Title companies may also use a title plant to conduct their title searches. A title plant is a database, or a fully indexed collection of records, containing the types of documents that may affect real estate property title. The title plant includes various information like court decisions, maps, topography, land history, and geodemography. A title plant allows title companies to complete the title search more quickly and have a systematic and structured title examination.
How Do You Hire a Title Company?
For many home buyers and sellers, their real estate agents will offer guidance on which title company should be used for closing a real estate transaction. It is natural that in the course of a real estate agent’s job, they have built and cultivated relationships with title companies they trust.
However, for a more astute real estate investor who closes several transactions per year and doesn’t rely on the guidance of an agent, they can choose whichever title company or closing agent they prefer.
When looking for a new title company, it’s helpful to check reviews online and get recommendations from other agents and investors in the market. Just as in any profession, it is possible to hire the wrong person, but in general, if the buyer or the seller trusts their real estate agent, most will also likely trust their agent’s recommendation for a title company.
When looking in a new market, title companies can be found with a simple online search using terms like,
Title Company in <<County>>, <<State>>
Real Estate Closing Office in <<City>>, <<State>>
Real Estate Escrow Company near me
The rates of title insurance that title companies issue vary state by state, as the state’s regulatory body is responsible for determining the rates.
A title company examines the property title to see if there are any outstanding claims or clouds on the title. It will also facilitate the transfer of funds and execution of closing documents until the transaction is complete and a clear title has been transferred.

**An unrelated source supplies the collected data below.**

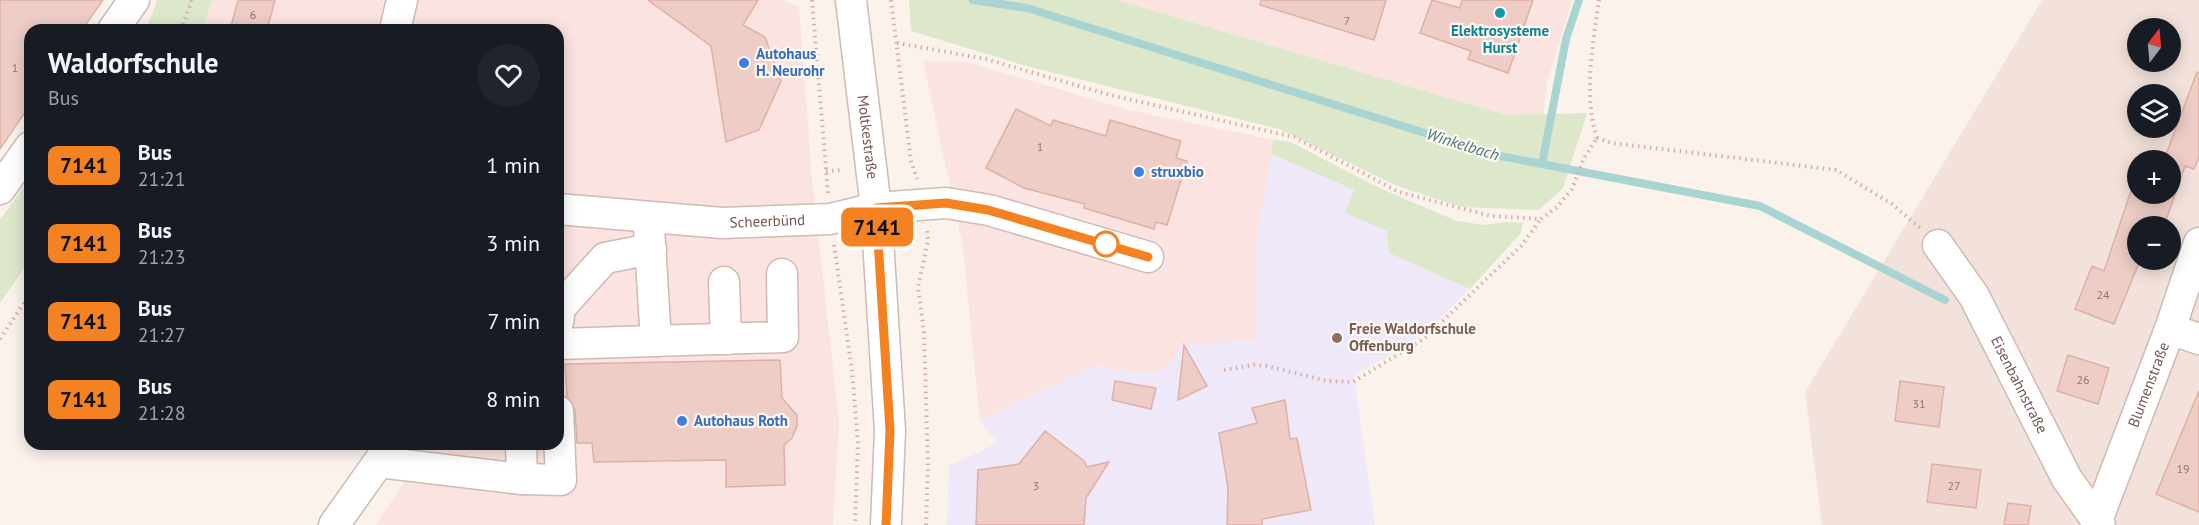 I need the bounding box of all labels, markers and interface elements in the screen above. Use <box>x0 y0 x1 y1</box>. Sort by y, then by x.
marker: Elektrosysteme Hurst <box>1493 6 1507 20</box>
house number: 6 <box>250 7 256 22</box>
house number: 7 <box>1344 13 1350 28</box>
north arrow <box>2127 18 2181 72</box>
map controls <box>2127 18 2181 270</box>
place label: Elektrosysteme Hurst <box>1451 21 1549 57</box>
text: Waldorfschule <box>48 44 219 81</box>
button: heart <box>477 44 540 107</box>
place label: Autohaus H. Neurohr <box>756 44 825 80</box>
marker: Autohaus H. Neurohr <box>737 56 751 70</box>
house number: 1 <box>12 60 18 75</box>
button: layers <box>2127 84 2181 138</box>
text: Bus <box>48 85 79 111</box>
street label: Moltkestraße <box>853 94 882 180</box>
water label: Winkelbach <box>1424 123 1502 165</box>
text: Bus <box>138 138 172 166</box>
house number: 1 <box>1037 139 1043 154</box>
button: + <box>2127 150 2181 204</box>
text: 1 min <box>486 151 540 179</box>
text: 7141 <box>60 152 108 179</box>
place label: struxbio <box>1151 162 1204 181</box>
marker: struxbio <box>1132 165 1146 179</box>
text: 21:21 <box>138 166 186 192</box>
line badge: 7141 <box>835 208 919 246</box>
street label: Scheerbünd <box>729 210 806 232</box>
text: 7141 <box>853 214 901 241</box>
text: Bus <box>138 216 172 244</box>
button: − <box>2127 216 2181 270</box>
text: 3 min <box>486 229 540 257</box>
text: 7141 <box>60 230 108 257</box>
unlabelled marker <box>1093 231 1119 257</box>
text: 21:23 <box>138 244 186 270</box>
house number: 24 <box>2096 287 2110 302</box>
text: Bus <box>138 294 172 322</box>
text: 7 min <box>488 307 540 335</box>
text: 7141 <box>60 308 108 335</box>
place label: Freie Waldorfschule Offenburg <box>1349 319 1476 355</box>
text: 21:27 <box>138 322 186 348</box>
marker: Freie Waldorfschule Offenburg <box>1330 331 1344 345</box>
street label: Eisenbahnstraße <box>1987 333 2052 436</box>
street label: Blumenstraße <box>2123 339 2173 430</box>
text: Bus <box>138 372 172 400</box>
house number: 26 <box>2076 372 2090 387</box>
text: 8 min <box>486 385 540 413</box>
text: 7141 <box>60 386 108 413</box>
house number: 31 <box>1912 396 1926 411</box>
text: 21:28 <box>138 400 186 426</box>
place label: Autohaus Roth <box>694 411 788 430</box>
marker: Autohaus Roth <box>675 414 689 428</box>
house number: 19 <box>2176 461 2190 476</box>
house number: 3 <box>1033 478 1039 493</box>
house number: 27 <box>1947 478 1961 493</box>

Clouds on title may delay or hinder the transfer of the title or else encumber the new owner of the property. Because property titles are a matter of public record, title companies can research all relevant documents regarding the property’s history and report any outstanding problems that need to be resolved prior to closing.
Real estate agents often recommend a title company for either the buyer or the seller in a real estate transaction. The title company is also responsible for collecting all the necessary documents needed for the issuance of the lender’s and/or owner’s title policy.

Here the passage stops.